_What to produce_
In the entries below, every line with the string "stream" is to be reported.

_Supplied data_
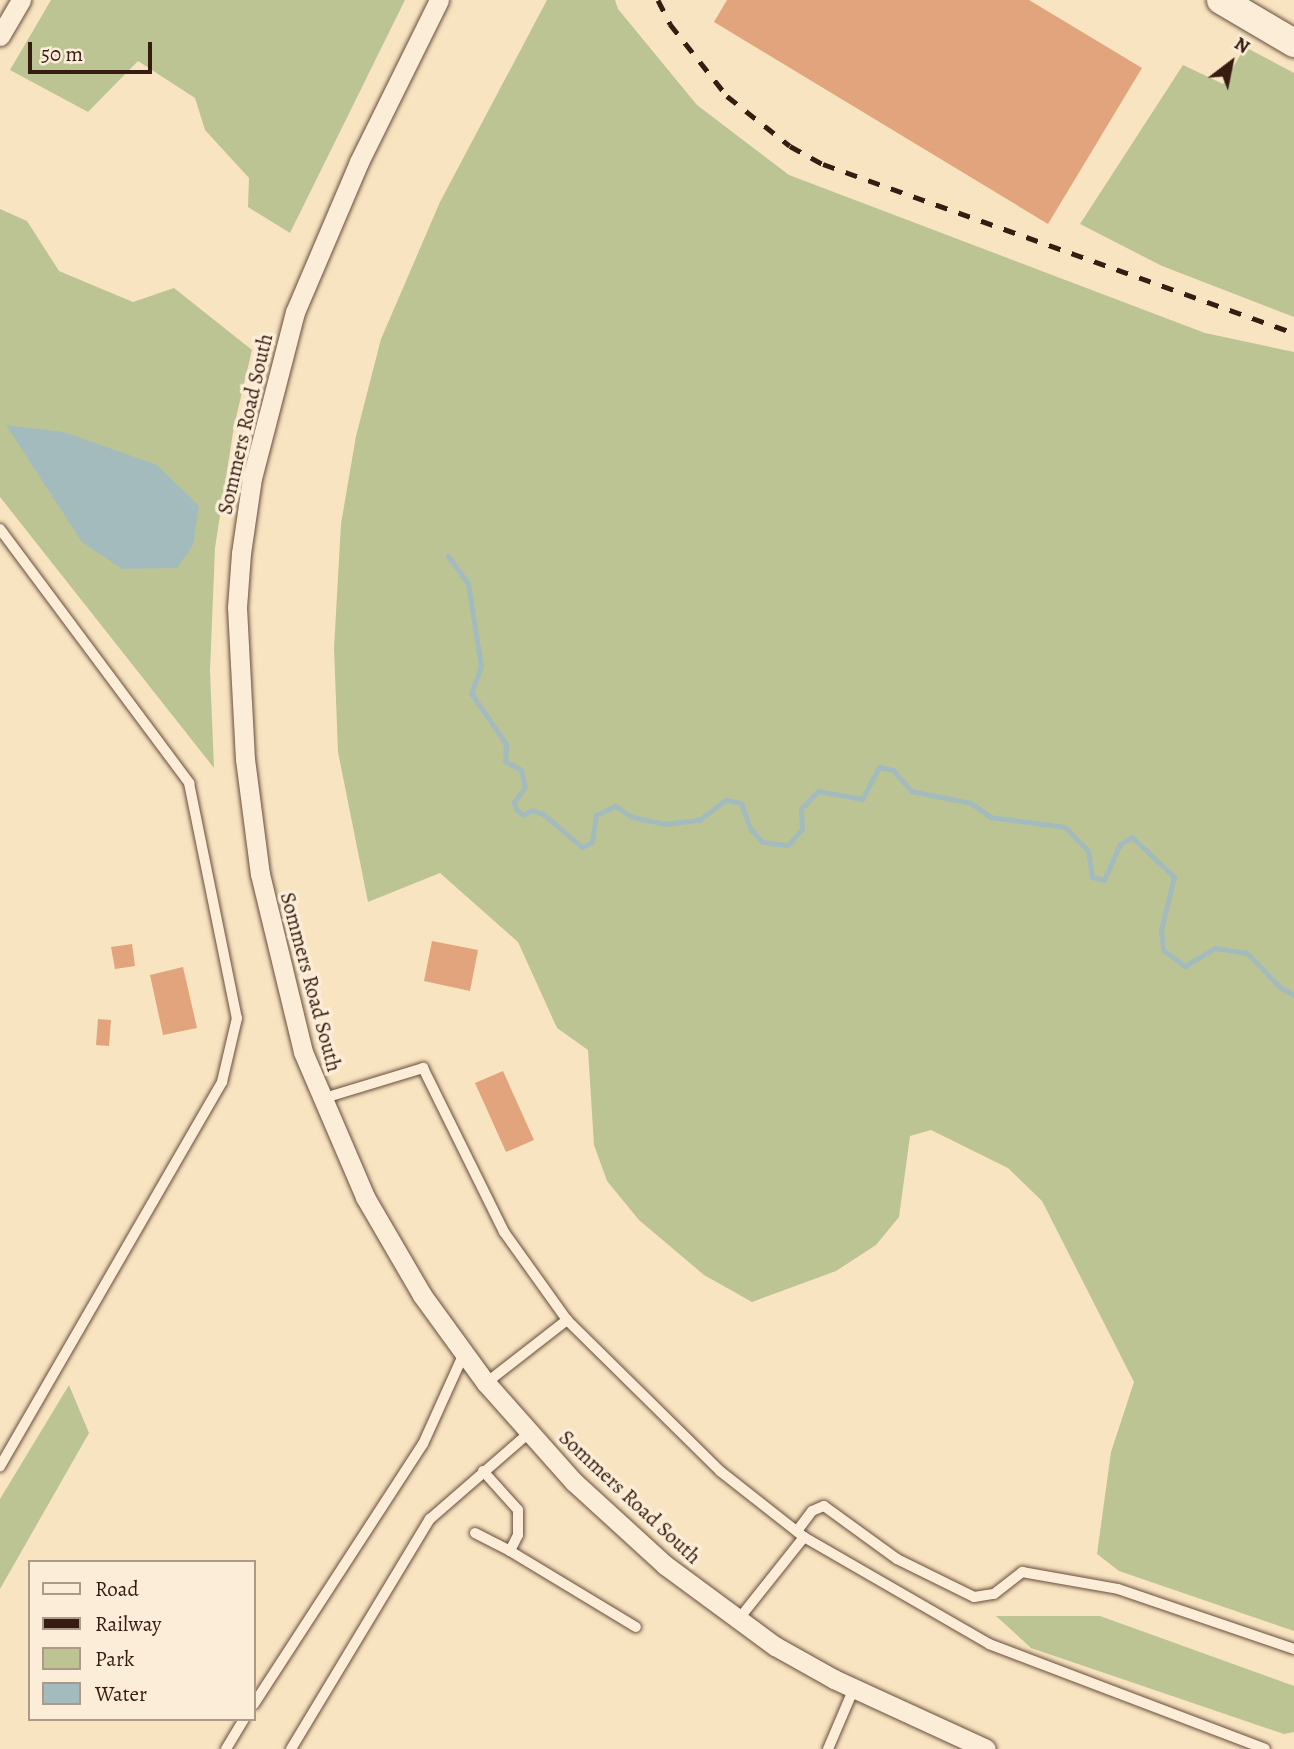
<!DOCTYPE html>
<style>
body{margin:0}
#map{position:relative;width:1294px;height:1749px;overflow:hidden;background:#f9e4c1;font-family:Alegreya,serif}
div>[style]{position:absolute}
.green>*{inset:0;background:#bcc494}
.water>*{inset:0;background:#a4bbbe}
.stream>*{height:5px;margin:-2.5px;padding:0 2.5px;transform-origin:2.5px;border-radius:2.5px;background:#a4bbbe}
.building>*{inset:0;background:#e1a47c}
.roads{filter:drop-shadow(0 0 2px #674e3d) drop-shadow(0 0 2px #674e3d)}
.lane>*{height:10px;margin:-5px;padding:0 5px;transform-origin:5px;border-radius:5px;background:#fbedd7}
.street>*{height:19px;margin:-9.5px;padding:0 9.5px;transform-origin:9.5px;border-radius:9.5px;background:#fbedd7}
.secondary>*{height:28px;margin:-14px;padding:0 14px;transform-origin:14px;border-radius:14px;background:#fbedd7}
.rail>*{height:5px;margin-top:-2.5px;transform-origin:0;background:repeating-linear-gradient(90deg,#361c11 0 12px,transparent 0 24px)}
span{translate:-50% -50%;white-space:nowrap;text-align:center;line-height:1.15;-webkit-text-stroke:7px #fbedd7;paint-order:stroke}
.street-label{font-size:21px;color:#361c11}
.legend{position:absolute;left:28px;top:1560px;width:228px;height:161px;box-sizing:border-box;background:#fbedd7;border:2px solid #ac9988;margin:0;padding:9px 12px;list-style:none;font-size:21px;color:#361c11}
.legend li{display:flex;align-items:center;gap:14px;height:35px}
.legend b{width:35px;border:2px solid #ac9988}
.north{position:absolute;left:1196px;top:28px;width:70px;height:70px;-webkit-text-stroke:5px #fbedd7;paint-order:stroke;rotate:32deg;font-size:19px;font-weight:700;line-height:28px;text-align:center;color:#361c11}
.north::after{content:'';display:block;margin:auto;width:24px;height:32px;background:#361c11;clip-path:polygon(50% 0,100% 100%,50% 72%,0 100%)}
.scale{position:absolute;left:28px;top:42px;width:124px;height:32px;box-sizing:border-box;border:4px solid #361c11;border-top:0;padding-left:9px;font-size:21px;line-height:24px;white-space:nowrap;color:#361c11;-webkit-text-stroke:5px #fbedd7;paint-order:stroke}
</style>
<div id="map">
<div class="green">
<i style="clip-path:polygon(51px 0,405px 0,290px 233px,248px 207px,249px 178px,205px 130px,195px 98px,138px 61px,88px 112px,10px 70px)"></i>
<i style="clip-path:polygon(547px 0,615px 0,618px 9px,697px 105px,789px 175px,1205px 333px,1294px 352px,1294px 1631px,1119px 1571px,1097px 1554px,1111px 1452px,1134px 1382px,1042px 1201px,1008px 1168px,931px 1130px,910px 1136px,899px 1217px,876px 1245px,836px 1271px,752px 1302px,704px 1275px,639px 1220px,607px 1181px,594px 1145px,588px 1050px,557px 1028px,518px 942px,440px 873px,368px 902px,338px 752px,334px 648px,341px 524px,356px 436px,381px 339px,440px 202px)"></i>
<i style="clip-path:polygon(1245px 47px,1294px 73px,1294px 317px,1162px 266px,1080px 224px,1183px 65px,1223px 84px)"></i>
<i style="clip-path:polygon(0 209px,27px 221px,59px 271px,133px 302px,174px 288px,252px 350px,234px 426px,215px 548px,210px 671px,214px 768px,0 497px)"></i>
<i style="clip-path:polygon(69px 1385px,89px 1433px,0 1589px,0 1499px)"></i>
<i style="clip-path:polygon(996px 1616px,1100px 1616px,1294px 1686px,1294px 1732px,1284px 1734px,1031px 1648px)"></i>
</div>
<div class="water">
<i style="clip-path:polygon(6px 425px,64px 432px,157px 465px,199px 506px,193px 545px,177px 568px,122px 569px,82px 542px)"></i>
</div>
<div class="stream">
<i style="left:448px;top:556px;width:34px;rotate:54deg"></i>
<i style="left:468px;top:584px;width:83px;rotate:81deg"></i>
<i style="left:481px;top:666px;width:29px;rotate:110deg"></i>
<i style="left:471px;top:693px;width:62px;rotate:55.5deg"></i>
<i style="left:506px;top:744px;width:17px;rotate:93deg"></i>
<i style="left:505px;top:761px;width:18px;rotate:29deg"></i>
<i style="left:521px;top:770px;width:17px;rotate:77deg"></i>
<i style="left:525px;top:787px;width:19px;rotate:126deg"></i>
<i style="left:514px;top:802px;width:7px;rotate:74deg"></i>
<i style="left:516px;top:809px;width:9px;rotate:41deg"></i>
<i style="left:523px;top:815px;width:10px;rotate:-29deg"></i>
<i style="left:532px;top:810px;width:12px;rotate:20deg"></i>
<i style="left:543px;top:814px;width:51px;rotate:40.2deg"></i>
<i style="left:582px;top:847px;width:11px;rotate:-27deg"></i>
<i style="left:592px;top:842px;width:27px;rotate:-82deg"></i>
<i style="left:596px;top:815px;width:21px;rotate:-25deg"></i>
<i style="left:615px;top:806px;width:20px;rotate:33deg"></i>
<i style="left:632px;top:817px;width:33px;rotate:12deg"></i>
<i style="left:664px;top:824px;width:35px;rotate:-7deg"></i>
<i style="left:699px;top:820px;width:34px;rotate:-37deg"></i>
<i style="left:726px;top:800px;width:15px;rotate:11deg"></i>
<i style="left:741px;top:803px;width:29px;rotate:70deg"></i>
<i style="left:751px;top:830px;width:16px;rotate:47deg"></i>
<i style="left:762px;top:842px;width:26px;rotate:7deg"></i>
<i style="left:788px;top:845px;width:21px;rotate:-49deg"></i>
<i style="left:802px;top:829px;width:20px;rotate:-93deg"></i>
<i style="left:801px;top:809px;width:25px;rotate:-47deg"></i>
<i style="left:818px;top:791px;width:45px;rotate:10.3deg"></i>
<i style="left:862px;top:799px;width:36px;rotate:-62deg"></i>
<i style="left:879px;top:767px;width:14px;rotate:12deg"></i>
<i style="left:893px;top:770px;width:28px;rotate:49deg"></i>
<i style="left:911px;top:791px;width:61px;rotate:11.3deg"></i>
<i style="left:971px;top:803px;width:24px;rotate:36deg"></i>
<i style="left:990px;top:817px;width:76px;rotate:7.6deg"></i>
<i style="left:1065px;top:827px;width:33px;rotate:46deg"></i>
<i style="left:1088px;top:851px;width:26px;rotate:81deg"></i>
<i style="left:1092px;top:877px;width:12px;rotate:14deg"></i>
<i style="left:1104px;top:880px;width:39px;rotate:-66deg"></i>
<i style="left:1120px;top:844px;width:14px;rotate:-30deg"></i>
<i style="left:1132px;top:837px;width:58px;rotate:43.6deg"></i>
<i style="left:1174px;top:877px;width:55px;rotate:103.8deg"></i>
<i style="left:1161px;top:930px;width:20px;rotate:84deg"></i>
<i style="left:1163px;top:950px;width:27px;rotate:36deg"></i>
<i style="left:1185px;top:966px;width:35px;rotate:-31deg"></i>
<i style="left:1215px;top:948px;width:32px;rotate:9deg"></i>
<i style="left:1247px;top:953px;width:47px;rotate:45.9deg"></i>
<i style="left:1280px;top:987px;width:16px;rotate:30deg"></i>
</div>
<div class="building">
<i style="clip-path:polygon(727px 0,1029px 0,1142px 68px,1048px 224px,714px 22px)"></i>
<i style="clip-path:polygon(432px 941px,478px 950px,470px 991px,424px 981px)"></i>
<i style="clip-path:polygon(132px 944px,135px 966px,115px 969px,111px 947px)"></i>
<i style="clip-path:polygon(183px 967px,197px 1028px,163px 1035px,150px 975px)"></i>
<i style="clip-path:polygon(98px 1019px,111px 1020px,109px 1046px,96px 1045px)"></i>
<i style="clip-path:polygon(503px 1071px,534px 1140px,506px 1152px,475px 1083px)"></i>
</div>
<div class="roads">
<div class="lane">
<i style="left:0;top:529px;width:317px;rotate:53.3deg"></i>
<i style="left:189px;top:783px;width:240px;rotate:78.5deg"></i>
<i style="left:237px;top:1018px;width:66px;rotate:103.2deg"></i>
<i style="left:222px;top:1082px;width:444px;rotate:120deg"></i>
<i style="left:321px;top:1099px;width:107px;rotate:-16.9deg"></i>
<i style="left:423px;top:1068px;width:183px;rotate:63.7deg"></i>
<i style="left:504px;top:1232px;width:108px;rotate:54.4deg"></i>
<i style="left:567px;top:1320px;width:215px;rotate:44.6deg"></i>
<i style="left:720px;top:1471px;width:107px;rotate:38.2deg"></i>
<i style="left:486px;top:1383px;width:103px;rotate:-37.9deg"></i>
<i style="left:483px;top:1471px;width:52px;rotate:48.1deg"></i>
<i style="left:518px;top:1510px;width:25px;rotate:90deg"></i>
<i style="left:518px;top:1535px;width:18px;rotate:117deg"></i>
<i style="left:510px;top:1551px;width:147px;rotate:31.1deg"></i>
<i style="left:797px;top:1531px;width:25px;rotate:-53deg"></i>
<i style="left:812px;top:1511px;width:13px;rotate:-23deg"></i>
<i style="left:824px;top:1506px;width:90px;rotate:36deg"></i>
<i style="left:897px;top:1559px;width:86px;rotate:26.3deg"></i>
<i style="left:974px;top:1597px;width:20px;rotate:-9deg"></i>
<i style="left:994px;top:1594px;width:36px;rotate:-38deg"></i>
<i style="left:1022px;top:1572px;width:97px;rotate:10deg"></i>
<i style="left:1118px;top:1589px;width:186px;rotate:18.8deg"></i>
<i style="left:475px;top:1533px;width:39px;rotate:27deg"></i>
<i style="left:738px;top:1620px;width:106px;rotate:-51.5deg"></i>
<i style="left:804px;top:1537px;width:214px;rotate:30deg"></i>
<i style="left:989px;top:1644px;width:295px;rotate:20.8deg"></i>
<i style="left:254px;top:1704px;width:310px;rotate:-57deg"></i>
<i style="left:423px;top:1444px;width:100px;rotate:-65.7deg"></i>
<i style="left:226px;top:1749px;width:35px;rotate:-59deg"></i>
<i style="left:291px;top:1749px;width:269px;rotate:-58.9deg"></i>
<i style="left:430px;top:1519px;width:131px;rotate:-41deg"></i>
<i style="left:828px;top:1749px;width:66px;rotate:-66.9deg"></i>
</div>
<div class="street">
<i style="left:439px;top:0;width:181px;rotate:116.3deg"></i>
<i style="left:359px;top:162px;width:163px;rotate:113.1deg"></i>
<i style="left:295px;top:312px;width:171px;rotate:104.5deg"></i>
<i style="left:252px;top:478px;width:76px;rotate:98.3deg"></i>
<i style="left:241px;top:553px;width:54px;rotate:94.2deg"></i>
<i style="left:237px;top:607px;width:152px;rotate:87deg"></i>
<i style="left:245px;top:759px;width:116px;rotate:82.6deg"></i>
<i style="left:260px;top:874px;width:183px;rotate:76.4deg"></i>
<i style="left:303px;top:1052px;width:158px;rotate:66.8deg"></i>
<i style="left:365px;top:1197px;width:113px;rotate:59.8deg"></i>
<i style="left:422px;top:1295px;width:109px;rotate:54deg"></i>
<i style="left:486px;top:1383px;width:132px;rotate:48.4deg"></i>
<i style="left:574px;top:1482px;width:123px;rotate:42.4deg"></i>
<i style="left:665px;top:1565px;width:137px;rotate:36.4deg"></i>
<i style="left:775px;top:1646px;width:68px;rotate:29.2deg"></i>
<i style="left:834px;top:1679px;width:167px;rotate:24.7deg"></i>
<i style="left:0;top:36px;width:42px;rotate:-59.7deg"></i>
</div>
<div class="secondary">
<i style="left:1221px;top:0;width:85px;rotate:30.5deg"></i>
</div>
</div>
<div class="rail">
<i style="left:658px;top:0;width:27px;rotate:63deg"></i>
<i style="left:670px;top:24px;width:92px;rotate:51.6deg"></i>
<i style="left:727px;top:96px;width:80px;rotate:38.4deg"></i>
<i style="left:790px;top:146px;width:38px;rotate:29deg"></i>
<i style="left:823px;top:164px;width:500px;rotate:19.74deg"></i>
</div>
<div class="street-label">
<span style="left:245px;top:424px;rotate:-77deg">Sommers Road South</span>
<span style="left:311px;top:982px;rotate:75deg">Sommers Road South</span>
<span style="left:630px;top:1497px;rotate:43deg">Sommers Road South</span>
</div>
<ul class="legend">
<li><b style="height:9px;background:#fbedd7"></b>Road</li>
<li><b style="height:9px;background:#361c11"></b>Railway</li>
<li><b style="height:19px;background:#bcc494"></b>Park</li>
<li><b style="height:19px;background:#a4bbbe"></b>Water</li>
</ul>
<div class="north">N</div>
<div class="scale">50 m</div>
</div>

_Response box_
.stream>*{height:5px;margin:-2.5px;padding:0 2.5px;transform-origin:2.5px;border-radius:2.5px;background:#a4bbbe}
<div class="stream">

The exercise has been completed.